**PROBLEM DETAILS**
Each line of the data that includes the string "center" is to be copied out.

DATA SUPPLIED Block Start

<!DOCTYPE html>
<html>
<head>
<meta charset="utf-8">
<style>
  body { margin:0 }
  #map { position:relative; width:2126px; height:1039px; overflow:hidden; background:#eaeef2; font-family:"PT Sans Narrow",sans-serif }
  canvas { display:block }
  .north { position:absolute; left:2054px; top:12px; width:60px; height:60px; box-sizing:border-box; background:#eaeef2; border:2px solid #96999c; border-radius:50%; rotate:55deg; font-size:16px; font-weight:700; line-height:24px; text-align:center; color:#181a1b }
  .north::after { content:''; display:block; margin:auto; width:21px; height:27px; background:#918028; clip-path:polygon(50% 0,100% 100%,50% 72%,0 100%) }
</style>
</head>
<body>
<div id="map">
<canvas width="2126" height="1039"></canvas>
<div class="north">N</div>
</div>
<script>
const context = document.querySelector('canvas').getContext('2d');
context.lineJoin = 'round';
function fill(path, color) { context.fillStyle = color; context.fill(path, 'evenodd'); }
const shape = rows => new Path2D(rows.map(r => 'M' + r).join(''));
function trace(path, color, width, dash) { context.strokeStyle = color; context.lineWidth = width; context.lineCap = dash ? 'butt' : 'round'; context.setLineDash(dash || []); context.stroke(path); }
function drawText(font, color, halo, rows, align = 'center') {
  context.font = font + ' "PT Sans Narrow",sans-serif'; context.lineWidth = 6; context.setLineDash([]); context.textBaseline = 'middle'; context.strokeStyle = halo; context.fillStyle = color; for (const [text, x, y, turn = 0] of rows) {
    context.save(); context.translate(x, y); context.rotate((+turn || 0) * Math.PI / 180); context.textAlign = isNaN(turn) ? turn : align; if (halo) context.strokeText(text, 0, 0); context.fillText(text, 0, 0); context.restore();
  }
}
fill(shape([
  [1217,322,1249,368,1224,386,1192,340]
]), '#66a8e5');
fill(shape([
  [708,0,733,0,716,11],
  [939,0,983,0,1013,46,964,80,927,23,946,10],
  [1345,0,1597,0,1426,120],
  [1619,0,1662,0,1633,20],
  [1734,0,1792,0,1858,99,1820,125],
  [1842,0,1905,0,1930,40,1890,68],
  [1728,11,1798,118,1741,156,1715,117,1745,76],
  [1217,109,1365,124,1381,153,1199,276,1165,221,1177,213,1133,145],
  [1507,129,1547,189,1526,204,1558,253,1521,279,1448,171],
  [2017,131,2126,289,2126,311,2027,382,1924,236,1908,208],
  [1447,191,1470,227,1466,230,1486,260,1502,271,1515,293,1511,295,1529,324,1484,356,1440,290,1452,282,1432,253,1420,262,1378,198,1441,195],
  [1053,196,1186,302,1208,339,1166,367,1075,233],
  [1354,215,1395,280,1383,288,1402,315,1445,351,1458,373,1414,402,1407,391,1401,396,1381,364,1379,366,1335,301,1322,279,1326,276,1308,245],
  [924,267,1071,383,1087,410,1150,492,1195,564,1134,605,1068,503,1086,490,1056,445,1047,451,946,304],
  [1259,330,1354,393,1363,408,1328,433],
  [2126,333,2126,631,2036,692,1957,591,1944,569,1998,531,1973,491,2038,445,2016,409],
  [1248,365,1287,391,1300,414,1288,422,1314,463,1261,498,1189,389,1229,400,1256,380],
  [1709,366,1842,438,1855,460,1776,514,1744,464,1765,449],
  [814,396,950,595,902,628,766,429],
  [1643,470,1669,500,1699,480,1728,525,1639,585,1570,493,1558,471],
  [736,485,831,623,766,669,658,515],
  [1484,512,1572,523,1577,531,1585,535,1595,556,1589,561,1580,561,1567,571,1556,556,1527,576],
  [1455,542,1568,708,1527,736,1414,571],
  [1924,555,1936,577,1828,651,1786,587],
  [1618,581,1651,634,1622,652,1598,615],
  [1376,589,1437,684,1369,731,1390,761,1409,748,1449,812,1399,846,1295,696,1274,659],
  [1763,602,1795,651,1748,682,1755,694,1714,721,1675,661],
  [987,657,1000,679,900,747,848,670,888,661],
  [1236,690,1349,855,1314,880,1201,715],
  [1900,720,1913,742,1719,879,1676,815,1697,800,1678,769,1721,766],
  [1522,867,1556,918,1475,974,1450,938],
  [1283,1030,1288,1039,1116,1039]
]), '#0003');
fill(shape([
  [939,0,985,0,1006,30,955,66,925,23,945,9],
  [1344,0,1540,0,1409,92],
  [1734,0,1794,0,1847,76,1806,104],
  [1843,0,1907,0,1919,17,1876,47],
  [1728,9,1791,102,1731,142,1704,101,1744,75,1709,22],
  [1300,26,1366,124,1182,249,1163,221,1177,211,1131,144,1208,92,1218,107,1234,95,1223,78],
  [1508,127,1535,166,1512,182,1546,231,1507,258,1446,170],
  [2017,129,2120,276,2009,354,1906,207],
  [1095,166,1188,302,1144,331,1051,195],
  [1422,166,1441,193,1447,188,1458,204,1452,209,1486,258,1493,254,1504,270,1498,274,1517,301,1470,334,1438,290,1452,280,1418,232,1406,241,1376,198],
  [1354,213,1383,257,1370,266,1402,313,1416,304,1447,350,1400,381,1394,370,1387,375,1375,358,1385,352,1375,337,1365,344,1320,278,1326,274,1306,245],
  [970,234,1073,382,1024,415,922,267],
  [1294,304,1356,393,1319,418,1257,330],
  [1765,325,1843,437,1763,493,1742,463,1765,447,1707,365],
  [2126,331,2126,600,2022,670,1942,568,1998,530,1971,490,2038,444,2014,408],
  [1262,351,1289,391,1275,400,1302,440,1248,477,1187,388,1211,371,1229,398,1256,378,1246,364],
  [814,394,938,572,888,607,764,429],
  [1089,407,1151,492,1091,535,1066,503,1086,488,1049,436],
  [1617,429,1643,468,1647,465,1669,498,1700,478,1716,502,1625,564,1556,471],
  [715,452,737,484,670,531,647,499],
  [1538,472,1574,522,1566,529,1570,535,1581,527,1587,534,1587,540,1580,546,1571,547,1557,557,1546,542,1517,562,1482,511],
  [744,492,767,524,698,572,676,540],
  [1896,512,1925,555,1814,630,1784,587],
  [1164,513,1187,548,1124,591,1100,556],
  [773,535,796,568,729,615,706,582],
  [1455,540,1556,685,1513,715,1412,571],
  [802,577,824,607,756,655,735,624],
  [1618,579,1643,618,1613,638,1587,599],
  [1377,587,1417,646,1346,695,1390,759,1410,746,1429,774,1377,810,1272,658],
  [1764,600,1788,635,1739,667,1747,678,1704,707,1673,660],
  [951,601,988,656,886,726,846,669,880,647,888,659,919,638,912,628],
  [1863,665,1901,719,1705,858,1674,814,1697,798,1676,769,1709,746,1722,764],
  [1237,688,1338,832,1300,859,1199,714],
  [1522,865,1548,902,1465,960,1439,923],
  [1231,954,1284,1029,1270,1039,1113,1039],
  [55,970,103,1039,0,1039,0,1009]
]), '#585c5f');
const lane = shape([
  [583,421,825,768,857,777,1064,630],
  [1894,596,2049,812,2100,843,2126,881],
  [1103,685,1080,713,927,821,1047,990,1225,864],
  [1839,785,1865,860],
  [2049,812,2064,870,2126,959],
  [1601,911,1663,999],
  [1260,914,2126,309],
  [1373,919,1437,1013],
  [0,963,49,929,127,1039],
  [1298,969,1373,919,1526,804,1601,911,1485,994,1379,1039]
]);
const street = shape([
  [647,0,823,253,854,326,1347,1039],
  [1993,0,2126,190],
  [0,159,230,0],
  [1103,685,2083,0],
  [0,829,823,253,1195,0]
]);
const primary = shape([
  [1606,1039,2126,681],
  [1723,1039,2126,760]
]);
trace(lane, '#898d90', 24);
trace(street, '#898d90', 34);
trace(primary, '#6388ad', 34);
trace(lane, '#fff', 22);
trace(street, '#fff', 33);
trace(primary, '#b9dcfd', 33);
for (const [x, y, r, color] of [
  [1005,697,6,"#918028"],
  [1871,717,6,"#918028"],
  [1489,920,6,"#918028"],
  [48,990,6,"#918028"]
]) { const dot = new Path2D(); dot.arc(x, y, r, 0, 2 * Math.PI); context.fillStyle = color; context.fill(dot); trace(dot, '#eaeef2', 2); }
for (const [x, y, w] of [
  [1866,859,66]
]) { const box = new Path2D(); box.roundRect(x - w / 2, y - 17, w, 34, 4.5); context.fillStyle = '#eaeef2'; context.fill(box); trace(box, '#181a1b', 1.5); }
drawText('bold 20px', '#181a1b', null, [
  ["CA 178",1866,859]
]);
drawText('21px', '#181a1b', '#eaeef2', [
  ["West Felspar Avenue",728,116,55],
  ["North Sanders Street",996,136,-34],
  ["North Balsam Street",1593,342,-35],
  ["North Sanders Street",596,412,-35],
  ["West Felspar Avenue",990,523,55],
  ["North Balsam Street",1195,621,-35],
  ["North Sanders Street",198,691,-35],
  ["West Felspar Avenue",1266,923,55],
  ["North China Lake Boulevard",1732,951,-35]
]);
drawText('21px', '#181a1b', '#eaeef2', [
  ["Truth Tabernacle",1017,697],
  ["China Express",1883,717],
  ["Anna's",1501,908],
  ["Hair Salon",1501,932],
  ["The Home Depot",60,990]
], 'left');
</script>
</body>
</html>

DATA SUPPLIED Block End

**ANSWER BOX**
  .north { position:absolute; left:2054px; top:12px; width:60px; height:60px; box-sizing:border-box; background:#eaeef2; border:2px solid #96999c; border-radius:50%; rotate:55deg; font-size:16px; font-weight:700; line-height:24px; text-align:center; color:#181a1b }
function drawText(font, color, halo, rows, align = 'center') {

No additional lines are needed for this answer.